As it is it seems their voices have been overshadowed by that of the men seeing that after the Njoki bill there hasn’t been any brought up by a female that has been made into law.

When the Kibunja report on ethnicity was released it should also have highlighted gender parity or disparity especially in the upper echelons of civil service.I can say without a shadow of a doubt that most of the people at the top are men and though we have equally educated women they do not seem to be getting appointed.

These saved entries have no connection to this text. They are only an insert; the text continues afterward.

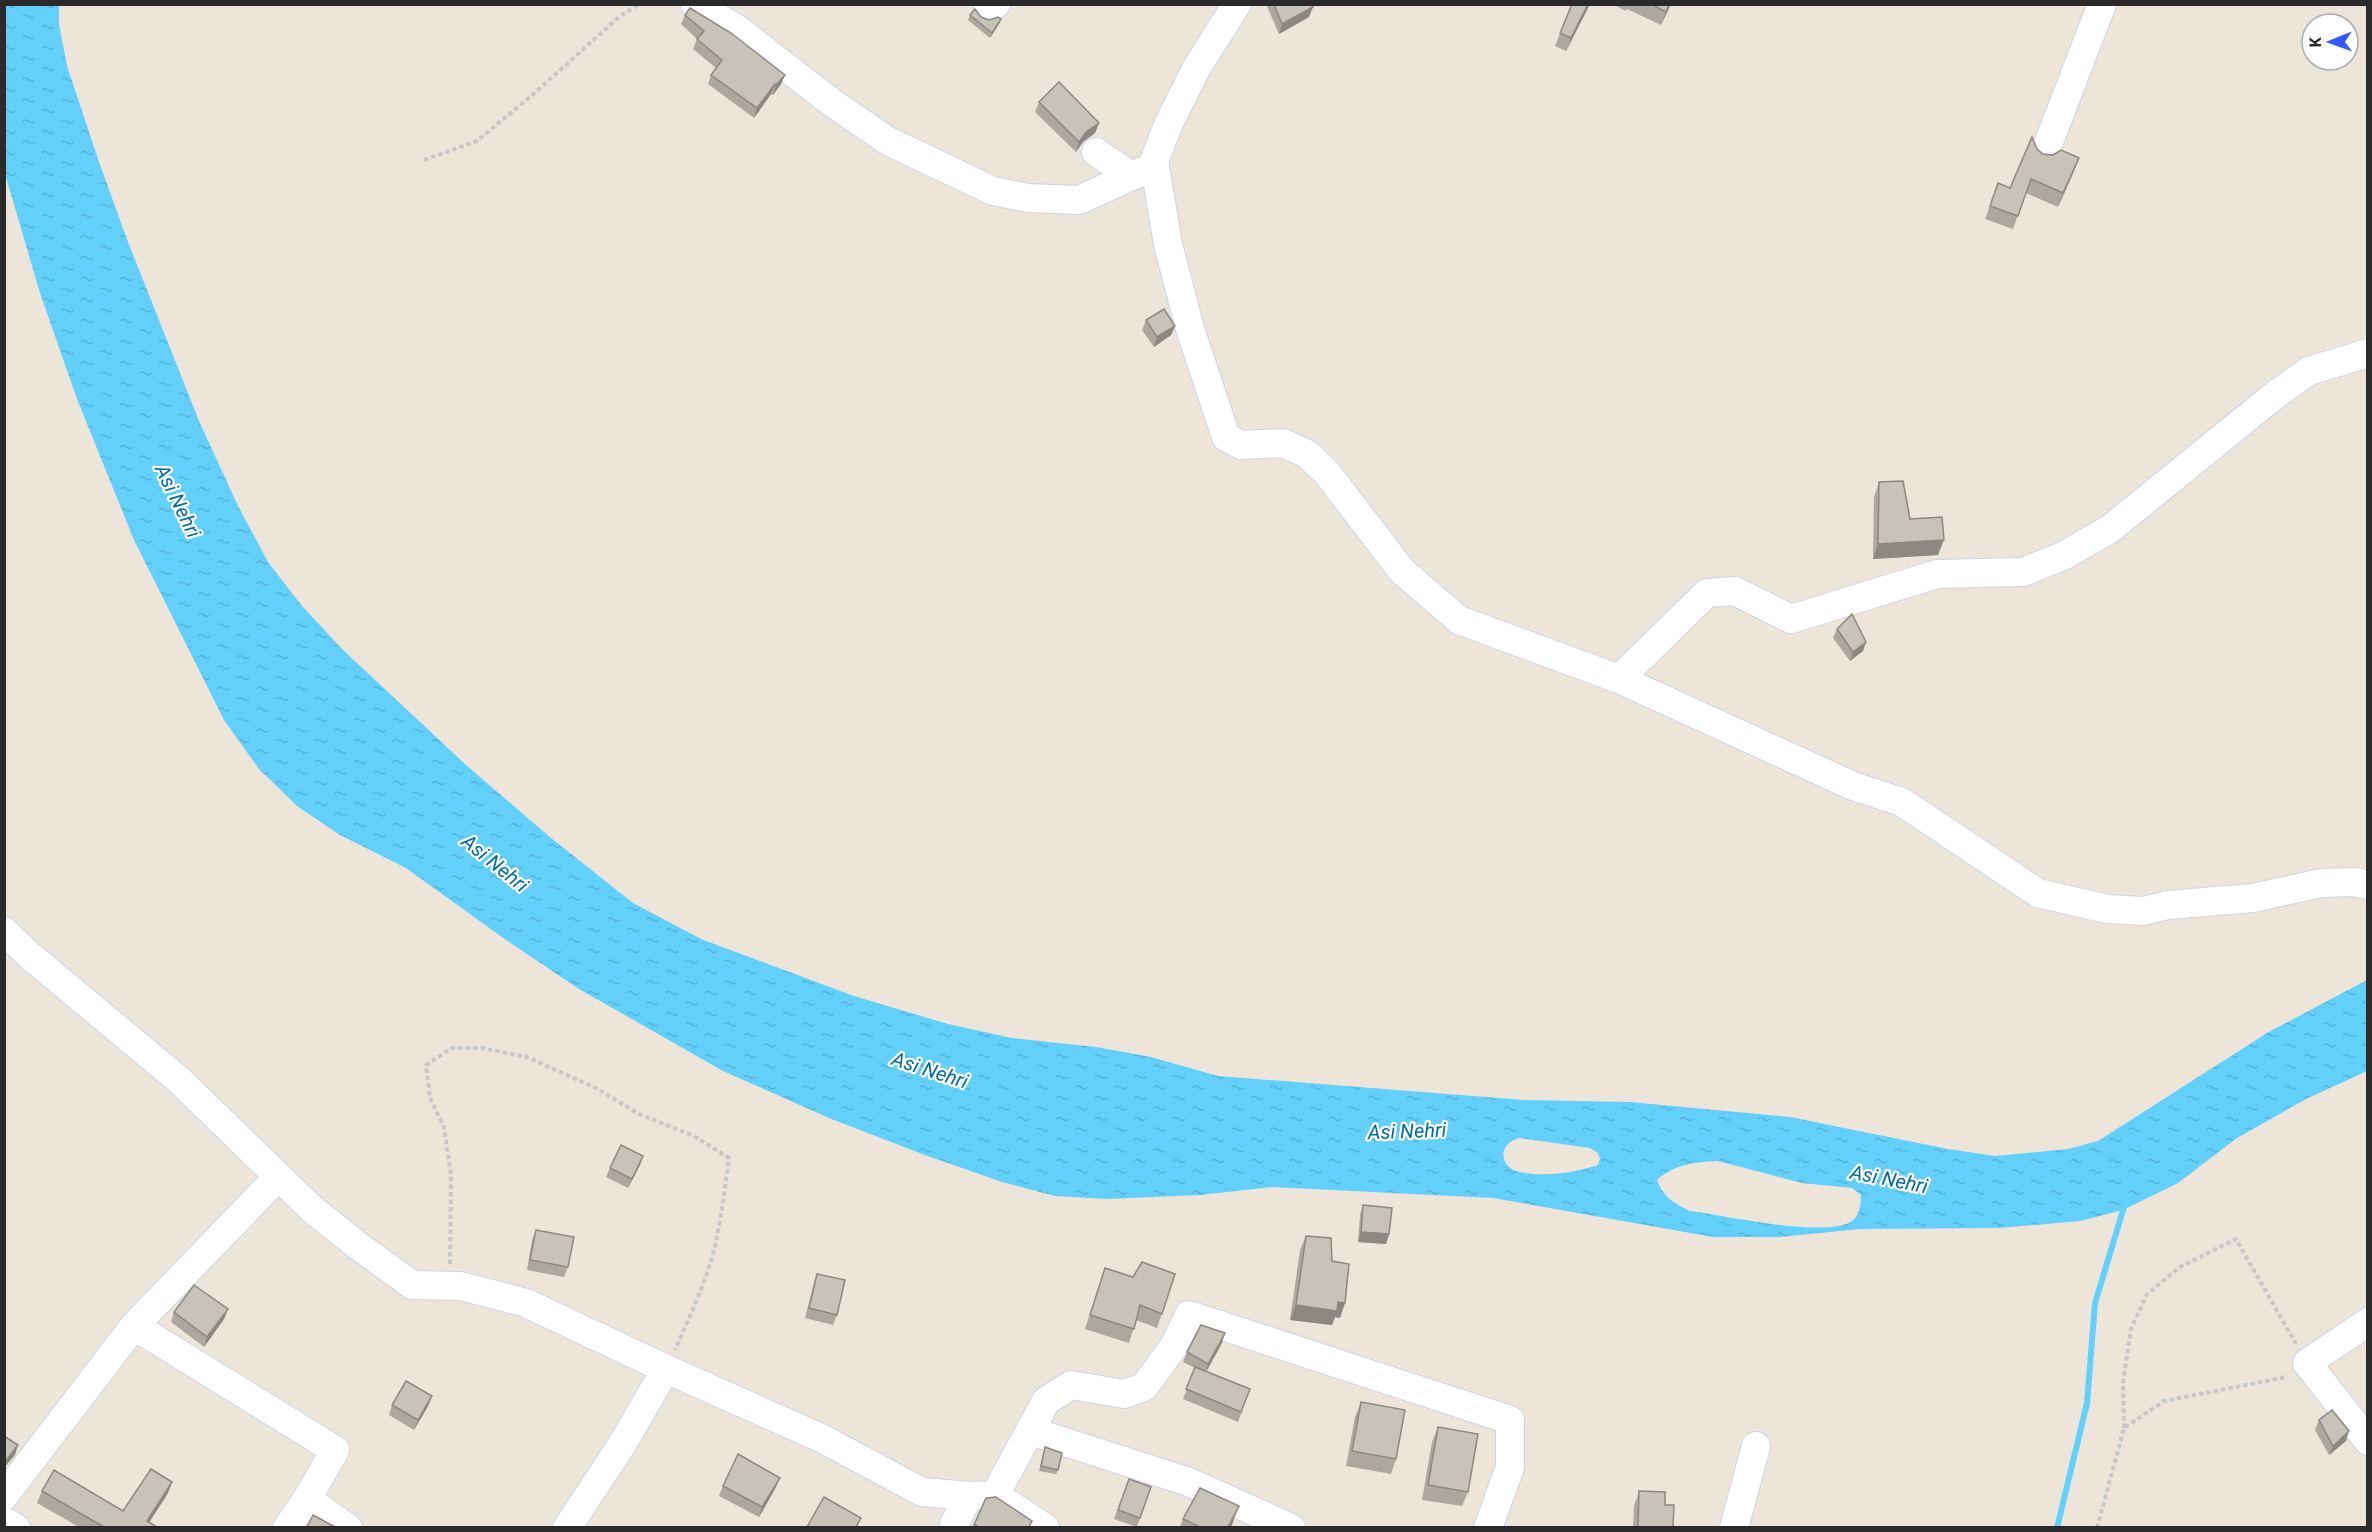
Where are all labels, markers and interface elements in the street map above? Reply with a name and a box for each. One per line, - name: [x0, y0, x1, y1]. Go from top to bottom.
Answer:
- north arrow: [2300, 12, 2360, 72]
- text: K: [2306, 36, 2325, 48]
- water label: Asi Nehri: [150, 460, 206, 542]
- water label: Asi Nehri: [456, 828, 533, 897]
- water label: Asi Nehri: [888, 1046, 971, 1094]
- water label: Asi Nehri: [1366, 1118, 1447, 1144]
- water label: Asi Nehri: [1847, 1160, 1930, 1198]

So why have women joined the men and playing by the rule book that has been preset?it is because they have realized that to win especially in the corridors of political or corporate world you need to toughen up and play hard ball.If they want to heard,they need to have more representation in all levels of government,they need to get involved in their communities,get involved in political parties,get involved in elections and shout to the high heavens to be heard among all the din and ruckus the men are causing.

Roseann Barr an American actress and writer was once quoted as saying”the thing women have yet to learn is nobody gives you power. You just take it.”As much as we are assured of equality we also need to take up the opportunities already available in our midst.Let more women show up for the coming elections next year,let us see more female heads in financial institutions and as vice chancellors of universities.If we do not take up the opportunities that are up for grabs definitely they will go the next man waiting in the wings.Let more women stop hiding their lamps under bushels by acting like men,let them show the world what being a woman is all about virtue,honesty,empathy,diligence and hard work.